--- START ---

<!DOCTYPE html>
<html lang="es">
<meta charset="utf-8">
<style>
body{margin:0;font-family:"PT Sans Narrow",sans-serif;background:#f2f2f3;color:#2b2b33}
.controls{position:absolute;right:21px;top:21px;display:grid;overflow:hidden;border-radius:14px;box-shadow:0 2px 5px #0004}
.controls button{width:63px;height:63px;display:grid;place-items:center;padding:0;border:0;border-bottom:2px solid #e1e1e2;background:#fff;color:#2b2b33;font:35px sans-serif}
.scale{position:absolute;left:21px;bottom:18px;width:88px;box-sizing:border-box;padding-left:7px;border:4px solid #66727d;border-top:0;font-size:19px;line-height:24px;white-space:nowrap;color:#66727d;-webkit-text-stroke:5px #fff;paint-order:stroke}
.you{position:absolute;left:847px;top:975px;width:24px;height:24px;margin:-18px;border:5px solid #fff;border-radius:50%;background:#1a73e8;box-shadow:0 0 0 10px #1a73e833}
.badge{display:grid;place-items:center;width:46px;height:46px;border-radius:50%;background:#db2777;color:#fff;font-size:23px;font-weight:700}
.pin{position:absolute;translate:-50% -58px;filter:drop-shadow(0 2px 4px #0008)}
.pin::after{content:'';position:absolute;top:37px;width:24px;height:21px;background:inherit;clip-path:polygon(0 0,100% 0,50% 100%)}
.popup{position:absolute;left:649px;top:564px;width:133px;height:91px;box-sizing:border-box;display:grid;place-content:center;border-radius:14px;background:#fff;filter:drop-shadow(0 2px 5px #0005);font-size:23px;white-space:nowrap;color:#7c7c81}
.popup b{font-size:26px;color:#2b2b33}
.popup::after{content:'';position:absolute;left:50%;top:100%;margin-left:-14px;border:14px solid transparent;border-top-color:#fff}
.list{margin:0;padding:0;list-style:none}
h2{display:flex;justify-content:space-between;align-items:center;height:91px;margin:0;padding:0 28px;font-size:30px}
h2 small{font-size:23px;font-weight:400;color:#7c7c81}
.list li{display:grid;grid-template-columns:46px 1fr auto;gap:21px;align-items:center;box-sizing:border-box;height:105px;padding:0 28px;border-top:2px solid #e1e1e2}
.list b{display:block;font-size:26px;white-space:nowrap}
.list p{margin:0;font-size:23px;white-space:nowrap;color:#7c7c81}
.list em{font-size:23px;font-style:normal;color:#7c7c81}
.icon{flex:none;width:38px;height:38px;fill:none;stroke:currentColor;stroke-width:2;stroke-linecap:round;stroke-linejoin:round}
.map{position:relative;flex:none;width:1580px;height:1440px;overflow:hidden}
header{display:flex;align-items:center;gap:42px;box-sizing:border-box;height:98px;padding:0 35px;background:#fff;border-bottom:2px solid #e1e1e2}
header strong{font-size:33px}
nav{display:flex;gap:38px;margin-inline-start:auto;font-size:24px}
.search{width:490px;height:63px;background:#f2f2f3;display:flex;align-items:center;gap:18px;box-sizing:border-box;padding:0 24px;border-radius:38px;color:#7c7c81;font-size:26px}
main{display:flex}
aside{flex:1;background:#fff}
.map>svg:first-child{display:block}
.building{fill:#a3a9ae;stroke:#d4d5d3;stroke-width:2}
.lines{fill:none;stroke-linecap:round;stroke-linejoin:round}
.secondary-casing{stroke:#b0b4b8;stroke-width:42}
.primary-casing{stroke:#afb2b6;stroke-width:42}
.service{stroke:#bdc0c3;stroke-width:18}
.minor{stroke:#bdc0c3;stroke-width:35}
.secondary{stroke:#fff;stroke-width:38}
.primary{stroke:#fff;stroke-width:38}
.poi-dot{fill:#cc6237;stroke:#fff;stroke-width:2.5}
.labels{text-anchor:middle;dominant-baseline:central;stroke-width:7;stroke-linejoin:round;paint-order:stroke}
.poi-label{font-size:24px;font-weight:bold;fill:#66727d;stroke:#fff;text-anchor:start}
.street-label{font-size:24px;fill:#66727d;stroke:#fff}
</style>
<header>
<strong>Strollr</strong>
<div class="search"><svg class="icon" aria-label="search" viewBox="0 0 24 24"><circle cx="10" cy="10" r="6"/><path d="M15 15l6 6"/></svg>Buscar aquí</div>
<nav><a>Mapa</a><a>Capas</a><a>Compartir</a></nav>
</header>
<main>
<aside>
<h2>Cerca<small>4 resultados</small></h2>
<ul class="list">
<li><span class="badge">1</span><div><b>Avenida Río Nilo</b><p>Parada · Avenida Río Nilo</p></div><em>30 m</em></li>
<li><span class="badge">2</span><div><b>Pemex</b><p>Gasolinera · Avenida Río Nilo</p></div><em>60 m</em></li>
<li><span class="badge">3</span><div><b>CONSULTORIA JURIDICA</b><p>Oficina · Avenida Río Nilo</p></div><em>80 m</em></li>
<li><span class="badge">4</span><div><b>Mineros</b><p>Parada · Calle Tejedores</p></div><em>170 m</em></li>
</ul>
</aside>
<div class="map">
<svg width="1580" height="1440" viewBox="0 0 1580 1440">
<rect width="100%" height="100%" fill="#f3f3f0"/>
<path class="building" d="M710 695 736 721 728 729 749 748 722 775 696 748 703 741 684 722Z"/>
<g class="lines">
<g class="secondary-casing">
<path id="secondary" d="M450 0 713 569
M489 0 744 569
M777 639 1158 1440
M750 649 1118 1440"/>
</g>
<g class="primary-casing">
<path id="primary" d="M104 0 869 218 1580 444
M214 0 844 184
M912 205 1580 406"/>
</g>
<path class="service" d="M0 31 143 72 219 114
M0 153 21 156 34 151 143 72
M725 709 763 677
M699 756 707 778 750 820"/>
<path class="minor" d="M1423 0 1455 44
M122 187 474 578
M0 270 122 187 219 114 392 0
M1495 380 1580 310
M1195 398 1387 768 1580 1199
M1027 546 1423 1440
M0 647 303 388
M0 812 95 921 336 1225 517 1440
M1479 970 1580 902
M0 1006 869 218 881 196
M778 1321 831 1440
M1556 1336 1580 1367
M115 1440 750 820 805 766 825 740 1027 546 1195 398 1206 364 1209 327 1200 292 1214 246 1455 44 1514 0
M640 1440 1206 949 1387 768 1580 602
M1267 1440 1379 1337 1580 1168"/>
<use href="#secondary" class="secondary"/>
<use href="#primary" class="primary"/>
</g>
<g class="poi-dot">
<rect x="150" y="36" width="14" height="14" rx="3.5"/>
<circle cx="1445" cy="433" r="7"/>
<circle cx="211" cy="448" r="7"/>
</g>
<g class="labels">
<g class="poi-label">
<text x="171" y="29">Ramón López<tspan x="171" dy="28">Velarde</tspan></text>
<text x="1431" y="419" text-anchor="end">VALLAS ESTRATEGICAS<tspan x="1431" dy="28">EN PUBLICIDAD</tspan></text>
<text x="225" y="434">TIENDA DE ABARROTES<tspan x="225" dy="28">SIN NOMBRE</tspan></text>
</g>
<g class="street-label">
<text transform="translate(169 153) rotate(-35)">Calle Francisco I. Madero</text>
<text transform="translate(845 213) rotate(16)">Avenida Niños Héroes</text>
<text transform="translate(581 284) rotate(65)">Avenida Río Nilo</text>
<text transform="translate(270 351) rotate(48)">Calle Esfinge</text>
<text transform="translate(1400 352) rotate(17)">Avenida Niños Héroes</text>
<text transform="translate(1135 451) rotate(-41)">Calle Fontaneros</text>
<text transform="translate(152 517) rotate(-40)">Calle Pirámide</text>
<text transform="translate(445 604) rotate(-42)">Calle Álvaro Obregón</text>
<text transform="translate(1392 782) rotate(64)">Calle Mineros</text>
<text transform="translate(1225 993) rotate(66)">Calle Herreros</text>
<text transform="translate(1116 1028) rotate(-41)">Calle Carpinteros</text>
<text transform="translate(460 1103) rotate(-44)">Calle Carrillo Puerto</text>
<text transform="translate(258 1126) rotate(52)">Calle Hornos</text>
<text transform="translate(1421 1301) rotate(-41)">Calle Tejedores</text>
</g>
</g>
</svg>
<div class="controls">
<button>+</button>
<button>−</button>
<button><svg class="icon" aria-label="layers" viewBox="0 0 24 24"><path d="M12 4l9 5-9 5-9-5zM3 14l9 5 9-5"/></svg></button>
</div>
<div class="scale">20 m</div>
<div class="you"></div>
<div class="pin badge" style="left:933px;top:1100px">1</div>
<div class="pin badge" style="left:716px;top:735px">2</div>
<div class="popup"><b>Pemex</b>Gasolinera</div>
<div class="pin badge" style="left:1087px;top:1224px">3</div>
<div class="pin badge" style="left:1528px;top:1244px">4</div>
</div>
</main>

--- END ---

*Assignment*
Every line in the records above with the string "lines" in it should be shown.

*Answer section*
.lines{fill:none;stroke-linecap:round;stroke-linejoin:round}
<g class="lines">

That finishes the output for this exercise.